Devant les limites des textes, il est possible de faire preuve de créativité et d’imagination. Avant de faire l’inventaire de sanctions applicables, indiquons l’importance des paroles autour des sanctions prononcées, paroles porteuses de sens donc éducatives. Le principe suivant pourrait ainsi être énoncé : toute sanction prononcée à l’égard d’un élève doit être assortie d’une parole qui l’explique. Comme le rappelle Jean Le Gal, « une discipline éducative et coopérative a pour objectif de faire prendre conscience à l’enfant des conséquences de son acte et de lui permettre de mieux comprendre la nécessité des règles de la vie sociale. Le dialogue est alors nécessaire ». Pour Jacques Pain aussi, « c’est en fait à partir du moment où les personnes peuvent participer à la règle, faire des règles, vivre des règles, vivre dans la règle, et faire de ce qu’elles vivent une règle, proposée au collectif, et que le collectif évidemment sanctionne positivement, que la sanction apparaît dans toute sa positivité ». Les classes pratiquant la pédagogie institutionnelle disposent notamment du conseil, lieu qui fait émerger le sens, lieu aussi qui rend possible l’élaboration des règles et des sanctions par les élèves eux-mêmes ainsi que la mise en cause des comportements parfois transgressifs de l’enseignant.

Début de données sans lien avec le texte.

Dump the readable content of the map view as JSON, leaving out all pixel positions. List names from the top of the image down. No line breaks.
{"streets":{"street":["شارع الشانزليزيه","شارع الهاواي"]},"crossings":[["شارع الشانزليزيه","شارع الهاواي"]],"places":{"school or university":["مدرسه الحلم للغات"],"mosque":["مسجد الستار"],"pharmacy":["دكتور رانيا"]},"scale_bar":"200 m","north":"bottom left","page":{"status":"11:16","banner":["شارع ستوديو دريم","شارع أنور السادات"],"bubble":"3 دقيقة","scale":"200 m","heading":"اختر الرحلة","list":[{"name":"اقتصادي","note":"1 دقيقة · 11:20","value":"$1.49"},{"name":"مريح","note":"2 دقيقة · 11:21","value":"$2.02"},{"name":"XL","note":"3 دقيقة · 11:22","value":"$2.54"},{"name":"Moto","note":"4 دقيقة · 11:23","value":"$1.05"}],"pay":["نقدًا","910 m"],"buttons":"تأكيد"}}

Voici maintenant quelques exemples de sanctions applicables, dans la classe ou dans l’école :

  • Pour un travail non fait par ce qu’il n’a pas été compris ou parce qu’il est trop difficile, le sens de la « sanction » doit être cherchée du côté de l’aide et de l’exigence pédagogique. Celle-ci peut prendre des formes diverses : soutien individualisé par un enseignant, entraide entre élèves dans la classe, groupes de niveau, réseau d’aides spécialisées, rencontre avec la famille, aide aux devoirs, centre médico psycho-pédagogique… Ainsi, les problèmes relatifs au travail scolaire doivent-ils être distingués sans ambiguïté des difficultés de comportement.

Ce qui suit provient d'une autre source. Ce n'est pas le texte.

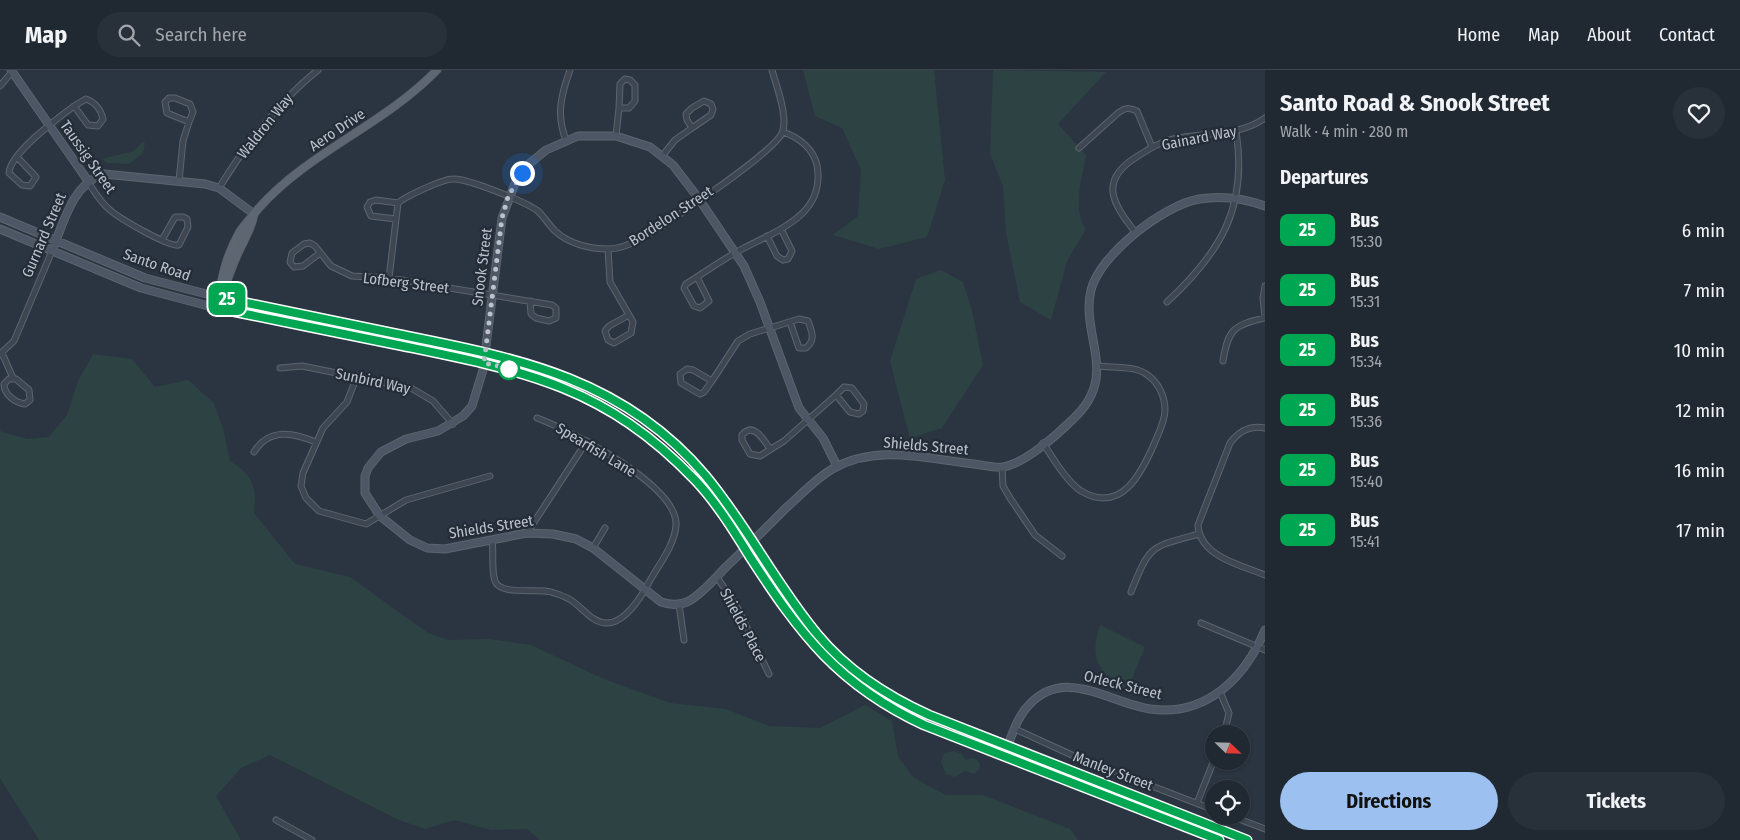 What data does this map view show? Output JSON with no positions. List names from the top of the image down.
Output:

  • Les réprimandes : elles doivent être graduées. Dans la classe, l’enseignant peut par exemple avertir une ou deux fois un élève avant de le sanctionner. L’important est que l’élève sache au bout de combien d’avertissements il sera sanctionné et que le maître fasse ce qu’il dit, c’est-à-dire qu’il sanctionne effectivement. Au niveau de l’école, la gradation peut porter sur la « fonction » de la personne qui adresse la réprimande : d’abord l’enseignant témoin de l’infraction, ensuite le directeur. Une commission restreinte composée de maîtres, voire d’élèves (sur le modèle des commissions « vie scolaire » des collèges ou des lycées) peut aussi adresser un rappel solennel au règlement intérieur. Enfin, une information peut être adressée aux parents.

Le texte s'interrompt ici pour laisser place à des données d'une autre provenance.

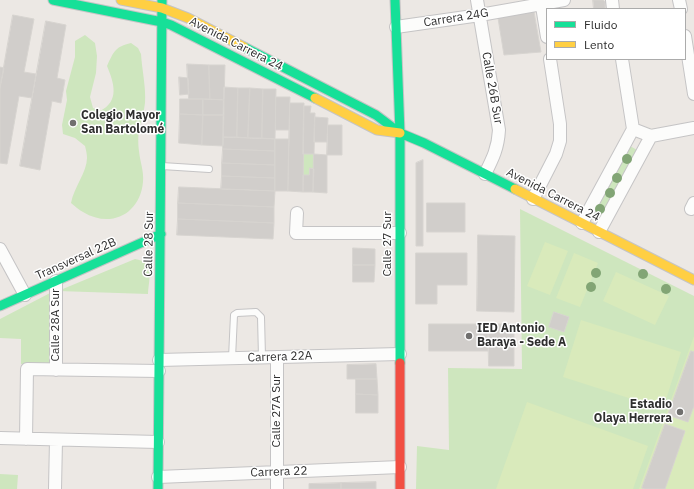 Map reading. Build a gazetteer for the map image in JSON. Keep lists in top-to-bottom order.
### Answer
{
  "streets": {
    "main road": [
      "Avenida Carrera 24",
      "Calle 28 Sur",
      "Calle 27 Sur",
      "Transversal 22B"
    ],
    "street": [
      "Carrera 24G",
      "Calle 26B Sur",
      "Calle 28A Sur",
      "Carrera 22A",
      "Calle 27A Sur",
      "Carrera 22"
    ]
  },
  "crossings": [
    ["Carrera 24G", "Calle 26B Sur"],
    ["Carrera 24G", "Calle 27 Sur"],
    ["Avenida Carrera 24", "Calle 26B Sur"],
    ["Avenida Carrera 24", "Calle 28 Sur"],
    ["Avenida Carrera 24", "Calle 27 Sur"],
    ["Calle 28 Sur", "Transversal 22B"],
    ["Calle 28 Sur", "Carrera 22A"],
    ["Calle 28 Sur", "Carrera 22"],
    ["Calle 27 Sur", "Carrera 22A"],
    ["Calle 27 Sur", "Carrera 22"],
    ["Transversal 22B", "Calle 28A Sur"],
    ["Calle 28A Sur", "Carrera 22A"],
    ["Carrera 22A", "Calle 27A Sur"],
    ["Calle 27A Sur", "Carrera 22"]
  ],
  "places": ["Colegio Mayor San Bartolomé", "IED Antonio Baraya - Sede A", "Estadio Olaya Herrera"],
  "legend": ["Fluido", "Lento"]
}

  • Les exclusions, tout comme les réprimandes, peuvent être graduées. D’abord internes à la classe (privation temporaire ou pour une durée déterminée de participation à un moment de parole, à une activité à haute teneur de désir), elles peuvent également pour les cas les plus graves se faire dans une autre classe, dans un autre lieu de l’école. Dans ce cas, une discussion en conseil des maîtres est souhaitable, qui aboutit à la rédaction d’un projet simple d’accueil individualisé. Contractualisé entre l’élève, son enseignant et l’enseignant qui l’accueille, supervisé par le directeur, un tel projet prend en compte les contraintes (adaptées à ses possibilités en comportement) auxquelles l’élève doit se soumettre en même temps qu’il comptabilise les progrès même partiels qu’il réalise. Un bilan périodique est effectué afin de mesurer si les objectifs du contrat ont été atteints ou pas, ou bien encore comment ils doivent être modulés pour permettre à l’élève d’évoluer positivement vers un comportement adapté. Quant au changement d’école (voir ci-dessus), il doit rester l’exception et concerner les violences pénalement répréhensibles.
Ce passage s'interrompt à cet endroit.